Find the lines below holding the word "Math" and copy each of them.

DATASET →
*** Begin section ***
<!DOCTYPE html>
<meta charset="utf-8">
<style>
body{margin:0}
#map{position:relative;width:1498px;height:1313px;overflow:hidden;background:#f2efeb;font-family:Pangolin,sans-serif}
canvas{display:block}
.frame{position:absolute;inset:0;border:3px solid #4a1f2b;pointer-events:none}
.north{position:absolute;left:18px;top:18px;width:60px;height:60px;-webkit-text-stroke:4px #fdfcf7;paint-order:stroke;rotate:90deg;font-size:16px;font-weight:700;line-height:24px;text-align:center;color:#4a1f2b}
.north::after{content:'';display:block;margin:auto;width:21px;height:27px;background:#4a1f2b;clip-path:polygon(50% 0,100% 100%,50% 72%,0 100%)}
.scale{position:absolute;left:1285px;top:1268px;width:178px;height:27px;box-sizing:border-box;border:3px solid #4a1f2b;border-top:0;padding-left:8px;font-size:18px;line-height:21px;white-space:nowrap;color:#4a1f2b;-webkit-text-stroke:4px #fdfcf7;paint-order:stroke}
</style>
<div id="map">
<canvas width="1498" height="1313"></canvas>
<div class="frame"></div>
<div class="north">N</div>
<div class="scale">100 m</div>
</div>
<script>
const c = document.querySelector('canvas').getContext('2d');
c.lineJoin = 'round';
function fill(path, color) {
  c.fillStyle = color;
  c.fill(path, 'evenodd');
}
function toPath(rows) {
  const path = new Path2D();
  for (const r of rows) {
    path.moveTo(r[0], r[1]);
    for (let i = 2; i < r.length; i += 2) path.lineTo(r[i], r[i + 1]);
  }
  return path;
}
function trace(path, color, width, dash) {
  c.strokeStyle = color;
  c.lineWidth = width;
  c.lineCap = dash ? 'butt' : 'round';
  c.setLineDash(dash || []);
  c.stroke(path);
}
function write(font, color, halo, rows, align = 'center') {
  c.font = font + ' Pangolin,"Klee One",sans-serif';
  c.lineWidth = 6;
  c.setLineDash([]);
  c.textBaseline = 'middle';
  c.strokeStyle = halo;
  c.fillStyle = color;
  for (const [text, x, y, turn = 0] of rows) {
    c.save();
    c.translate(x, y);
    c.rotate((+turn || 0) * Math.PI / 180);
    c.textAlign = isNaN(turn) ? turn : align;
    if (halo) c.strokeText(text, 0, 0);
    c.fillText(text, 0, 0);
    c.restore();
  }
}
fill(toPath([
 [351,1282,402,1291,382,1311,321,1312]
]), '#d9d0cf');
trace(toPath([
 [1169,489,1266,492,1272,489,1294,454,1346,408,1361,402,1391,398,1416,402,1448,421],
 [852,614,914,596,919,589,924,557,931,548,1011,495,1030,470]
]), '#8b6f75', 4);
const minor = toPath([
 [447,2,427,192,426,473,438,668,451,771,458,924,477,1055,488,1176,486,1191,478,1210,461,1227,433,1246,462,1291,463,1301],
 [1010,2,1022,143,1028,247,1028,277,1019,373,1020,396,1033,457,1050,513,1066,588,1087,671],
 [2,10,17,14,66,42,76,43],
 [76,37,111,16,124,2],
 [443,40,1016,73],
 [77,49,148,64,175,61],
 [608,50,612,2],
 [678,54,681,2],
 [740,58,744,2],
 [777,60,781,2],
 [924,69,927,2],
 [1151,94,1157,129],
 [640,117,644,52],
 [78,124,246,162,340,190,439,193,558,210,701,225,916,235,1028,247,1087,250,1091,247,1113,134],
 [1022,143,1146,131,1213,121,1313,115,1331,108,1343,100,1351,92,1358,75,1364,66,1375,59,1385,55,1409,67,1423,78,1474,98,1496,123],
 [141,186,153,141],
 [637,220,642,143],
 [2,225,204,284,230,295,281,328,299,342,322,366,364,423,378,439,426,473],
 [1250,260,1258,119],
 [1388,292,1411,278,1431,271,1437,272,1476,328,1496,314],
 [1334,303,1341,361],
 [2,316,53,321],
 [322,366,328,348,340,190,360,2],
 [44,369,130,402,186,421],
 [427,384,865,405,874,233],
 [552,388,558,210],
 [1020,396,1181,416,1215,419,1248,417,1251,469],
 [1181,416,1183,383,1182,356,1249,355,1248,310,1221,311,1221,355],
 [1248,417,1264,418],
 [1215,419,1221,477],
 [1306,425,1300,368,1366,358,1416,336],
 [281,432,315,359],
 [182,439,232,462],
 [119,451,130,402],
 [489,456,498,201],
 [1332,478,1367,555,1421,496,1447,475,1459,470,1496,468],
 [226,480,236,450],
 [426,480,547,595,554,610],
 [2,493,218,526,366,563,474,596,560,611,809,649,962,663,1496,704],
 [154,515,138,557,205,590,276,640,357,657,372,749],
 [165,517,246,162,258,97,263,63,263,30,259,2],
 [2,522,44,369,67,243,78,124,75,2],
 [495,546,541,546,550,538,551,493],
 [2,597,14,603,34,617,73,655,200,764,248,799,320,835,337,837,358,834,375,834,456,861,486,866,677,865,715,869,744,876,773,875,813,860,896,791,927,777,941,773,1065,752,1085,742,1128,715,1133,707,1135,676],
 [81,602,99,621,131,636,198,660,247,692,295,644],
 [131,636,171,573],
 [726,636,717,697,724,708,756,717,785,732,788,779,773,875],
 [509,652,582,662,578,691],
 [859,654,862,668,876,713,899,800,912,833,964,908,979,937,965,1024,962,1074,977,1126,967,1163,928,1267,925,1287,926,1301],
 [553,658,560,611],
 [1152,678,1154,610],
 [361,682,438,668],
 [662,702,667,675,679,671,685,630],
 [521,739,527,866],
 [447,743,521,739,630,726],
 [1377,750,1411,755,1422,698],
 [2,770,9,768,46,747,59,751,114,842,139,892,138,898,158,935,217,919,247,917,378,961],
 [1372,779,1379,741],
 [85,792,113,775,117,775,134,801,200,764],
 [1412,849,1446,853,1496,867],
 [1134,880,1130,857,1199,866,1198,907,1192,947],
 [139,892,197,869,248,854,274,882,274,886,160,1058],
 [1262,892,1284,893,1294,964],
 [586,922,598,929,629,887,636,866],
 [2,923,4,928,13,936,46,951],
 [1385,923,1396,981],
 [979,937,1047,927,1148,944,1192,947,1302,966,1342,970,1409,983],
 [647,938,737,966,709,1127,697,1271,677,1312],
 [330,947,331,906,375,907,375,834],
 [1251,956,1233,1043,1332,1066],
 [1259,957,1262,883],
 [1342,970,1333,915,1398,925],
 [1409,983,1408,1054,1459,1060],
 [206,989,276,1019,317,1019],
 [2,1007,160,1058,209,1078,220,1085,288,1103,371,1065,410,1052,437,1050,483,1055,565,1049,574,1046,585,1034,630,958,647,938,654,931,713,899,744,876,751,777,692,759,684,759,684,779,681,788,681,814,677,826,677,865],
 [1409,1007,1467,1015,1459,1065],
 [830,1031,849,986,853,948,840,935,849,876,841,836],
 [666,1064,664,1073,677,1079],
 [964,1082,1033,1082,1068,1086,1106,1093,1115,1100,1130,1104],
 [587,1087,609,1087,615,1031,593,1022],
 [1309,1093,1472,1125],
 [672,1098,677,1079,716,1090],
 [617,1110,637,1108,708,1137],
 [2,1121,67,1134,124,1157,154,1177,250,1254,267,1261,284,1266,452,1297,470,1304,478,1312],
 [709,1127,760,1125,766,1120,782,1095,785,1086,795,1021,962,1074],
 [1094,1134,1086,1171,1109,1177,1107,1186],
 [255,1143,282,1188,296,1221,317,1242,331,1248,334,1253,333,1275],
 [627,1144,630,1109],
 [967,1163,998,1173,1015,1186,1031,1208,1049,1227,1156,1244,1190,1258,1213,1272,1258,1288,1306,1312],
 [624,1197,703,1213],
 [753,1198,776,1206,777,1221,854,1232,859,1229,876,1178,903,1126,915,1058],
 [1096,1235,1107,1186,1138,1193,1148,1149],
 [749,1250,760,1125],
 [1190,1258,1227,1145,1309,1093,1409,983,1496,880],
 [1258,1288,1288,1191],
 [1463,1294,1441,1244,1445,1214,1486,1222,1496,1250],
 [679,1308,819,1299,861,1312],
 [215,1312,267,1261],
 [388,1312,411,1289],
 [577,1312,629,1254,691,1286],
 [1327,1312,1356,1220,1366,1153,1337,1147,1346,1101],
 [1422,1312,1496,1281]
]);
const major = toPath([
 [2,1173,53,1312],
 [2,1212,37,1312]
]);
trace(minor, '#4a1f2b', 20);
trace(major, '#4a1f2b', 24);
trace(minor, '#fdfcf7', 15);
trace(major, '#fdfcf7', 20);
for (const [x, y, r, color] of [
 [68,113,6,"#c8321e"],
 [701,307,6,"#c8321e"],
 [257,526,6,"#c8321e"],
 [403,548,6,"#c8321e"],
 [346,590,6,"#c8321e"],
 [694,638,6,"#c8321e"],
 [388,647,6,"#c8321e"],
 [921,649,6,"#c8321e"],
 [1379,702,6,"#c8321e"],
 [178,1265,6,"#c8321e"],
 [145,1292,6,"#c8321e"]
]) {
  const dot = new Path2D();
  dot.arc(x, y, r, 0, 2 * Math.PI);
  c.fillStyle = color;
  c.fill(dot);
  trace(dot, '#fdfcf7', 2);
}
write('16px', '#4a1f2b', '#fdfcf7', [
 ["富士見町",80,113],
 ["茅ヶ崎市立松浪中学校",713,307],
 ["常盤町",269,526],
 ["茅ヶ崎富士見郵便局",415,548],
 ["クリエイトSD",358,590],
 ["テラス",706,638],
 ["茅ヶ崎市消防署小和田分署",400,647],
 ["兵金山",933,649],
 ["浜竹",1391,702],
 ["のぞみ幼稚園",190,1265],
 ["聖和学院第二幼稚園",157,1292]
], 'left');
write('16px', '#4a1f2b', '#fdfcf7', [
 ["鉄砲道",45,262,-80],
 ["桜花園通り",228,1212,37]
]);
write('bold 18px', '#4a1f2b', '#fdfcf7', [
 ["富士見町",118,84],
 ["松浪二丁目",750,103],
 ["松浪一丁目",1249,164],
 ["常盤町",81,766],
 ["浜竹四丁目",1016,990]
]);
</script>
*** End section ***
ANSWER AREA →
    c.rotate((+turn || 0) * Math.PI / 180);
  dot.arc(x, y, r, 0, 2 * Math.PI);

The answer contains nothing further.